ACTIVITY
In the data below, one line contains "M 909,871 L 922,871 L 922,882 L 910,882 Z" and a later one contains "601,503 L 646,519". Print both, with every line between them, exactly and alone.

Stored data
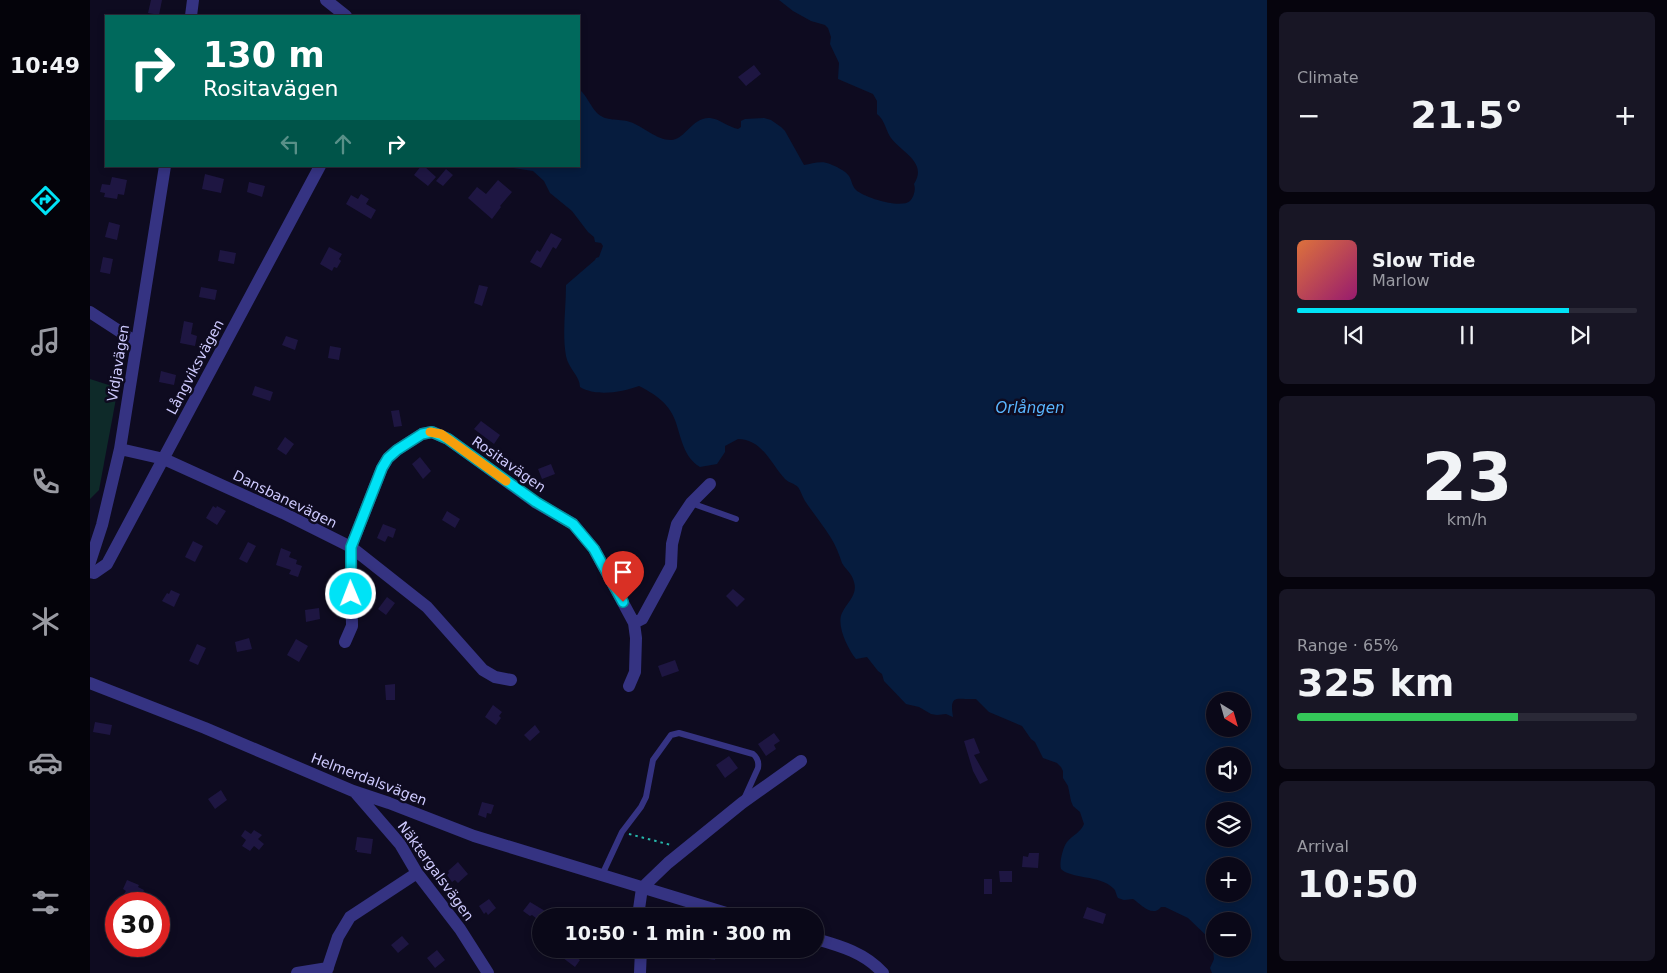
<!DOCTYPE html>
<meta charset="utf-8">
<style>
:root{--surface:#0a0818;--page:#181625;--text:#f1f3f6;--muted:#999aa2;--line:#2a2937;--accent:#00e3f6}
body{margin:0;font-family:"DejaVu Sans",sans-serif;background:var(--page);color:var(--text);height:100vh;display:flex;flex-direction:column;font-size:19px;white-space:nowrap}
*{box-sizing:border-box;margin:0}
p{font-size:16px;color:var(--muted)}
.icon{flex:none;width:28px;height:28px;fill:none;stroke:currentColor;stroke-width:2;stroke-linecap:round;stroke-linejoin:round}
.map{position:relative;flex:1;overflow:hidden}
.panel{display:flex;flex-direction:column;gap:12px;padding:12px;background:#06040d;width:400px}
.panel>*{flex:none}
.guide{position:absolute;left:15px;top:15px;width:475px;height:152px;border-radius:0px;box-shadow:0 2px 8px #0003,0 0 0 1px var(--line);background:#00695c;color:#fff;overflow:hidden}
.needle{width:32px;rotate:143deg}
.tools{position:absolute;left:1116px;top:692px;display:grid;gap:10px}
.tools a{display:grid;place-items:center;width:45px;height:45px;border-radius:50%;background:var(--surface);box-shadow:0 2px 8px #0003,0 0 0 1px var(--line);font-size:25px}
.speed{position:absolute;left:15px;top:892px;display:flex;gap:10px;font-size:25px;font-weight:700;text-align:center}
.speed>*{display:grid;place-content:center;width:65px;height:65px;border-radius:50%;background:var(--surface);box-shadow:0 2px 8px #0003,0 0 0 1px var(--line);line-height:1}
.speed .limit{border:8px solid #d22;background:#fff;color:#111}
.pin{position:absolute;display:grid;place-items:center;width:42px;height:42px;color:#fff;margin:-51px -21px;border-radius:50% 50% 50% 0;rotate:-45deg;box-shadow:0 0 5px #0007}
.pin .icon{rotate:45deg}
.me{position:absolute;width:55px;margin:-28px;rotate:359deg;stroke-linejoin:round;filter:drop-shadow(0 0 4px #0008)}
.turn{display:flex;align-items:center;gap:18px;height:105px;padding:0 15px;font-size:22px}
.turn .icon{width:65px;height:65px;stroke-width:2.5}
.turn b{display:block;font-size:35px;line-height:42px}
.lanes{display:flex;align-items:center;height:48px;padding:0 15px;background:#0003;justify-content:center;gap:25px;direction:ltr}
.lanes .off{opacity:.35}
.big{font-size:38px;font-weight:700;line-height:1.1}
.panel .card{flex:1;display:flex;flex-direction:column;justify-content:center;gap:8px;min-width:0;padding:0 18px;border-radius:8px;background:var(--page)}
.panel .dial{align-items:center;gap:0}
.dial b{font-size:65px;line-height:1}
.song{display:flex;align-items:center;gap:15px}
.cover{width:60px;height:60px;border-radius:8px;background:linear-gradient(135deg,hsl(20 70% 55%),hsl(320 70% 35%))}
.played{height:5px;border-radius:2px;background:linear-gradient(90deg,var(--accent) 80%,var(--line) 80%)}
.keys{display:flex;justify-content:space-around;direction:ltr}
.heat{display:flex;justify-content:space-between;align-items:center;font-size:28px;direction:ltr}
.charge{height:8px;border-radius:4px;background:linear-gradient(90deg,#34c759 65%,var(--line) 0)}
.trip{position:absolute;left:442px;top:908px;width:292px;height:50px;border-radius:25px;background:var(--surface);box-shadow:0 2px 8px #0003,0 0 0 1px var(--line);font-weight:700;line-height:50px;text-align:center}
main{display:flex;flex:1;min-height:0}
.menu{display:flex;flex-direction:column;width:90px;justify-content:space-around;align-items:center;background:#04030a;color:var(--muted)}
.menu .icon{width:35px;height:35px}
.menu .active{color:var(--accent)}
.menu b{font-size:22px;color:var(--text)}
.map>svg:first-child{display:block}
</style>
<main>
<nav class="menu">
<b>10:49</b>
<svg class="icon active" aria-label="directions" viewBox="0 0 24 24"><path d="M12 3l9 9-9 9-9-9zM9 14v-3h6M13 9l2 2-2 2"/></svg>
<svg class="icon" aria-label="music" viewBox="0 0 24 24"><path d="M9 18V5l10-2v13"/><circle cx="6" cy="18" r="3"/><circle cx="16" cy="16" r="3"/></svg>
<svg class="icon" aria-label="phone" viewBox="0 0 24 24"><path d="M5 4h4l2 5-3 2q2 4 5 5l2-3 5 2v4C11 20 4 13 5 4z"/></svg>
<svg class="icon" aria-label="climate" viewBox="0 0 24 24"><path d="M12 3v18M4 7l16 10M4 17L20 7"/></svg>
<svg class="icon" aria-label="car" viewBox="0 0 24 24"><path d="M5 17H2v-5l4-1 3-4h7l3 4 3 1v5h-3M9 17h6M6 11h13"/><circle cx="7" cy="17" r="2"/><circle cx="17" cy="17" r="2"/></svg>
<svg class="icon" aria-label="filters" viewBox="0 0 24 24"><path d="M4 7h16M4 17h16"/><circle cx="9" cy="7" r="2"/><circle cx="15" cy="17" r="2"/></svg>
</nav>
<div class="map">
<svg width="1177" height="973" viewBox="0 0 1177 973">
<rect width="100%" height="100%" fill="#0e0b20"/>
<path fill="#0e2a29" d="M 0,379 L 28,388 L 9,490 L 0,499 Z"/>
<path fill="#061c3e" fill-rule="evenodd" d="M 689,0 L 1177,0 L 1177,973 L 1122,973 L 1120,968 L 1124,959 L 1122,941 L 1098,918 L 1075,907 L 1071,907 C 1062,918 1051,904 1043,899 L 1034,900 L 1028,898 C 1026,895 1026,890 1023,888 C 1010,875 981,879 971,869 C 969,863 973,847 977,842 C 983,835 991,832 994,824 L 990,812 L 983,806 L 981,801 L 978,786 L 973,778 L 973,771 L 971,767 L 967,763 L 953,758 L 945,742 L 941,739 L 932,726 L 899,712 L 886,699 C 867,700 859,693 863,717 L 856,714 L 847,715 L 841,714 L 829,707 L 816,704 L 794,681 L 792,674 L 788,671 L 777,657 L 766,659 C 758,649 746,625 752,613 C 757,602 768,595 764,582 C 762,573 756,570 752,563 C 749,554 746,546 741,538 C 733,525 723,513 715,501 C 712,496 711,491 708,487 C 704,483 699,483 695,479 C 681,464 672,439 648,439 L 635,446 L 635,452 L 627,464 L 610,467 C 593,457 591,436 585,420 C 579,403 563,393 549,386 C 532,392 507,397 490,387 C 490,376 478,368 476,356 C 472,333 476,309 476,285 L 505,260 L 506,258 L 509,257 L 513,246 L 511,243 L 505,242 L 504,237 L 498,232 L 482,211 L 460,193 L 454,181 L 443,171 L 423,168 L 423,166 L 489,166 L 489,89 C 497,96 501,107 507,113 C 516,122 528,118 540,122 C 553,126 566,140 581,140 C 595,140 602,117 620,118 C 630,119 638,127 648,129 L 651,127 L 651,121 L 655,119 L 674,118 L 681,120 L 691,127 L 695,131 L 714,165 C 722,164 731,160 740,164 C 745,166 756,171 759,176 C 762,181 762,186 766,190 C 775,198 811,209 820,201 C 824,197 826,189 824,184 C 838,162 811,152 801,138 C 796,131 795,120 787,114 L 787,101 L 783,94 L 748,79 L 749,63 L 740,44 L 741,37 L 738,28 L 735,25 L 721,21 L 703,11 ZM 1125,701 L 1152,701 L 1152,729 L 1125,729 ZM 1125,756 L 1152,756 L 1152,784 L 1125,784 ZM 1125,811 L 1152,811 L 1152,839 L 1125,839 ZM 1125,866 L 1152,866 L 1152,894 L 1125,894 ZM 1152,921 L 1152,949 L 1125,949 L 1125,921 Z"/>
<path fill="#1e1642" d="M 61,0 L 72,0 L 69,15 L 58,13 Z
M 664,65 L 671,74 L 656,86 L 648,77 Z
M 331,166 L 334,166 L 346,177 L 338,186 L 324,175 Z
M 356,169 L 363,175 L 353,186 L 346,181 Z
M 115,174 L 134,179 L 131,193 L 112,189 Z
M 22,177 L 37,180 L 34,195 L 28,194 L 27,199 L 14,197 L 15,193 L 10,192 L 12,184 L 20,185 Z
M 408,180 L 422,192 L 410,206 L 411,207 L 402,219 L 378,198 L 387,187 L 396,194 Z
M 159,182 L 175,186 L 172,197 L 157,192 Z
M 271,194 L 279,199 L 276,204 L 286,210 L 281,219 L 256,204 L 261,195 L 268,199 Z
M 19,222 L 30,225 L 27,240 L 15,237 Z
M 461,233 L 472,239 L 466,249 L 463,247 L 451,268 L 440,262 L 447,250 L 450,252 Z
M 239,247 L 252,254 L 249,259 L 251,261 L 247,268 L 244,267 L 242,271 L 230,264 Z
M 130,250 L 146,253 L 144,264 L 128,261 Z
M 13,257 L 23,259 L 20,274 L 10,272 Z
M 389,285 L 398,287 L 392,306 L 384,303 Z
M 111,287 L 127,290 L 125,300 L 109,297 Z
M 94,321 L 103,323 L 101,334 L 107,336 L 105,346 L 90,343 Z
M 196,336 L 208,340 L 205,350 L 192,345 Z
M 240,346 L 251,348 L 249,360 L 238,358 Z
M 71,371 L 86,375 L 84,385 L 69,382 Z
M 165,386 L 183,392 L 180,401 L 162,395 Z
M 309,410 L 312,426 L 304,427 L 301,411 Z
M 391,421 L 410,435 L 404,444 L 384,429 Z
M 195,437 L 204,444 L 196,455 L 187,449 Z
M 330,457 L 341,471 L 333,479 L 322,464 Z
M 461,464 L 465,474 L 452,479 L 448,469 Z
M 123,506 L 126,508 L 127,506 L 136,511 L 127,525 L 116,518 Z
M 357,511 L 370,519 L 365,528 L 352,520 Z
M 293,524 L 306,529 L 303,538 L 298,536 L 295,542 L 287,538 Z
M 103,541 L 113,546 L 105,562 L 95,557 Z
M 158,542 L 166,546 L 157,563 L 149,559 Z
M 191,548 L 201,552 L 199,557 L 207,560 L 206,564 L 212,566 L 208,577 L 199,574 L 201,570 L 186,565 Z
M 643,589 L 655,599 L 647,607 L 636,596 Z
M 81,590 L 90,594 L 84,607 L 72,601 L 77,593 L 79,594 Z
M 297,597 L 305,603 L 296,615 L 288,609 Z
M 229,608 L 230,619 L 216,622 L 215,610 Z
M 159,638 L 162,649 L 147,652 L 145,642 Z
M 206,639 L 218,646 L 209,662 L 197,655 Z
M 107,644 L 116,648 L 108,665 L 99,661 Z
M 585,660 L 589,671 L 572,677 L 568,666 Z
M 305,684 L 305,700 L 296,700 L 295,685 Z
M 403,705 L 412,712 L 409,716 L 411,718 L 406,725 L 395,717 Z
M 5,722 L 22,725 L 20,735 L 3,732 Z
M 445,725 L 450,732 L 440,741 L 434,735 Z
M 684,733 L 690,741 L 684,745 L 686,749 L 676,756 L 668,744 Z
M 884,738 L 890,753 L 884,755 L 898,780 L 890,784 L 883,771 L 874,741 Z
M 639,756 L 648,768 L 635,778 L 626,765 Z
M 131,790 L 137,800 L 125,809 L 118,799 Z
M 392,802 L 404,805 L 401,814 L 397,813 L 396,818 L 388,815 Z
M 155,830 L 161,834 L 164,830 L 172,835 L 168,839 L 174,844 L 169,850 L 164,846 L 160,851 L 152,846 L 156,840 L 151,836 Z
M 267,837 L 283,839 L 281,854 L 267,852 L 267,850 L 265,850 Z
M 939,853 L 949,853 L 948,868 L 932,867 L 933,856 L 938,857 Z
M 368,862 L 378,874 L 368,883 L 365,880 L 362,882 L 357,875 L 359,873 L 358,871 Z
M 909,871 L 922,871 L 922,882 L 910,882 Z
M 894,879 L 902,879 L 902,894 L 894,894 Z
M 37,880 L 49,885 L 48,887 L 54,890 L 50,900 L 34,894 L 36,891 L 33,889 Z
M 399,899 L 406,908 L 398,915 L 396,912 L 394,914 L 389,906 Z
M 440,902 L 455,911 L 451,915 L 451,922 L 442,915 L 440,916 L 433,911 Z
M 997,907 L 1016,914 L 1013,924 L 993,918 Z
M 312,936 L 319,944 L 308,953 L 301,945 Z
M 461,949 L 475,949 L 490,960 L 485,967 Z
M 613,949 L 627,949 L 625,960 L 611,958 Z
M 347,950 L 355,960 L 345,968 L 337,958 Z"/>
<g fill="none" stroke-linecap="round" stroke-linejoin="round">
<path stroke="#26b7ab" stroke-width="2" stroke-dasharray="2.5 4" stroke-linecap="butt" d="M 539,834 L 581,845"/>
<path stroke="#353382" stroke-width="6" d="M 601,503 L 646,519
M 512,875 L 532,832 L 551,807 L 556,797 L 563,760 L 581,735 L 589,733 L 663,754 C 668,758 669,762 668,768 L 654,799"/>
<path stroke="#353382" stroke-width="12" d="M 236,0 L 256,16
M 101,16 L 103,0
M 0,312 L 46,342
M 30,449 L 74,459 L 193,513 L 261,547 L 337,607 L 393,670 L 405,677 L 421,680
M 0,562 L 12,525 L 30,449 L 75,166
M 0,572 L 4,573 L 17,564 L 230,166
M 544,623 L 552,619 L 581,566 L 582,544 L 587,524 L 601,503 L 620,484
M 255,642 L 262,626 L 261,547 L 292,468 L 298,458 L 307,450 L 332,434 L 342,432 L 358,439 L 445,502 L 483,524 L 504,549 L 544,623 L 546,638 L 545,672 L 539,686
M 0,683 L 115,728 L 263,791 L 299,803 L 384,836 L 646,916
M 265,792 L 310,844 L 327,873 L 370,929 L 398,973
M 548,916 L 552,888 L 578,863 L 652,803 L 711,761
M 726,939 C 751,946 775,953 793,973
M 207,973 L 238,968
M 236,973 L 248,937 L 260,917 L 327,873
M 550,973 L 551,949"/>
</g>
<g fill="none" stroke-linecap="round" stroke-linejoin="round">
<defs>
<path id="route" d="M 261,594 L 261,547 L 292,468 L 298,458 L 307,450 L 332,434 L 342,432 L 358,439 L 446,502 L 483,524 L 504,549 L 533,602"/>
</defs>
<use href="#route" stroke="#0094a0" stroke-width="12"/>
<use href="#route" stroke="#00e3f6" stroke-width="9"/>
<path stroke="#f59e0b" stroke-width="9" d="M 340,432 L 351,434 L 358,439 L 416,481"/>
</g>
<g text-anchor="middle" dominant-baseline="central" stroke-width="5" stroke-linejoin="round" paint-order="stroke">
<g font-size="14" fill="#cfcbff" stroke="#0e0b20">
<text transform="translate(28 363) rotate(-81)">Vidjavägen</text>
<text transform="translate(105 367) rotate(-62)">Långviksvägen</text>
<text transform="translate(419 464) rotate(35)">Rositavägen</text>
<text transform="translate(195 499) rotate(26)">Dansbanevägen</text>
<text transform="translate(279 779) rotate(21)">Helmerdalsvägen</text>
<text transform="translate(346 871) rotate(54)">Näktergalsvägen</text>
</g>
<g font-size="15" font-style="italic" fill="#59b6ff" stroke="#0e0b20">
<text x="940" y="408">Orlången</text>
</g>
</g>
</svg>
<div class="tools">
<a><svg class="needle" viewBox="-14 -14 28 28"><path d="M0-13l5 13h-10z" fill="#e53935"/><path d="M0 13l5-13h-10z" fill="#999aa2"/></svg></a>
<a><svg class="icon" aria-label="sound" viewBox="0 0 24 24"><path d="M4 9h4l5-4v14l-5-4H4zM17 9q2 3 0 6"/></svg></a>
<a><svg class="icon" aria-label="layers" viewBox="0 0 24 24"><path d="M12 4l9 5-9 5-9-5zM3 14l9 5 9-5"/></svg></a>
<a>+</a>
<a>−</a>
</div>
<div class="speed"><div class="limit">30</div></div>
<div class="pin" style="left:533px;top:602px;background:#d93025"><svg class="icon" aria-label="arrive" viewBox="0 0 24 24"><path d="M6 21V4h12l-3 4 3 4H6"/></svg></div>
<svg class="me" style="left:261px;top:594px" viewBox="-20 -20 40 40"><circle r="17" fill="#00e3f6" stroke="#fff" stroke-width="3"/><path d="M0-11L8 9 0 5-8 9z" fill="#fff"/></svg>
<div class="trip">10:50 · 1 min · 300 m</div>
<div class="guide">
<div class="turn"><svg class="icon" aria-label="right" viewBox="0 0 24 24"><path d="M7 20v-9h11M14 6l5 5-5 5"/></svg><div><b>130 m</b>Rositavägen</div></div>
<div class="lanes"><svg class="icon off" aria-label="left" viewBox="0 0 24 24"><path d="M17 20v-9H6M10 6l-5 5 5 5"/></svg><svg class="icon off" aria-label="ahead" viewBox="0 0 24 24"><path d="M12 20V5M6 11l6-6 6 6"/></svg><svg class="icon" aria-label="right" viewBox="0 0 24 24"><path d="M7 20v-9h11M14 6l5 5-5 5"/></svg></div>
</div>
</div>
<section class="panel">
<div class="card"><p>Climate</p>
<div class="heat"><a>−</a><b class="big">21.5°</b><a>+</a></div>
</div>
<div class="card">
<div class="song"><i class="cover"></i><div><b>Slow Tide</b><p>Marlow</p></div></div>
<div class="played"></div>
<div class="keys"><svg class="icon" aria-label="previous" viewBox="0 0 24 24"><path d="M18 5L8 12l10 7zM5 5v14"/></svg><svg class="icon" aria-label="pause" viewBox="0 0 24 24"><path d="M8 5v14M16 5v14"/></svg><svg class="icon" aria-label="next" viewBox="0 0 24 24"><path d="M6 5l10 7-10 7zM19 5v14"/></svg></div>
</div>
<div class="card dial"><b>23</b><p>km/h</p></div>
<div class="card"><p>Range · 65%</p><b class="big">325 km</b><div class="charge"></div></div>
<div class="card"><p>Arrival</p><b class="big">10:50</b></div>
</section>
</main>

ANSWER FOR THIS EXERCISE
M 909,871 L 922,871 L 922,882 L 910,882 Z
M 894,879 L 902,879 L 902,894 L 894,894 Z
M 37,880 L 49,885 L 48,887 L 54,890 L 50,900 L 34,894 L 36,891 L 33,889 Z
M 399,899 L 406,908 L 398,915 L 396,912 L 394,914 L 389,906 Z
M 440,902 L 455,911 L 451,915 L 451,922 L 442,915 L 440,916 L 433,911 Z
M 997,907 L 1016,914 L 1013,924 L 993,918 Z
M 312,936 L 319,944 L 308,953 L 301,945 Z
M 461,949 L 475,949 L 490,960 L 485,967 Z
M 613,949 L 627,949 L 625,960 L 611,958 Z
M 347,950 L 355,960 L 345,968 L 337,958 Z"/>
<g fill="none" stroke-linecap="round" stroke-linejoin="round">
<path stroke="#26b7ab" stroke-width="2" stroke-dasharray="2.5 4" stroke-linecap="butt" d="M 539,834 L 581,845"/>
<path stroke="#353382" stroke-width="6" d="M 601,503 L 646,519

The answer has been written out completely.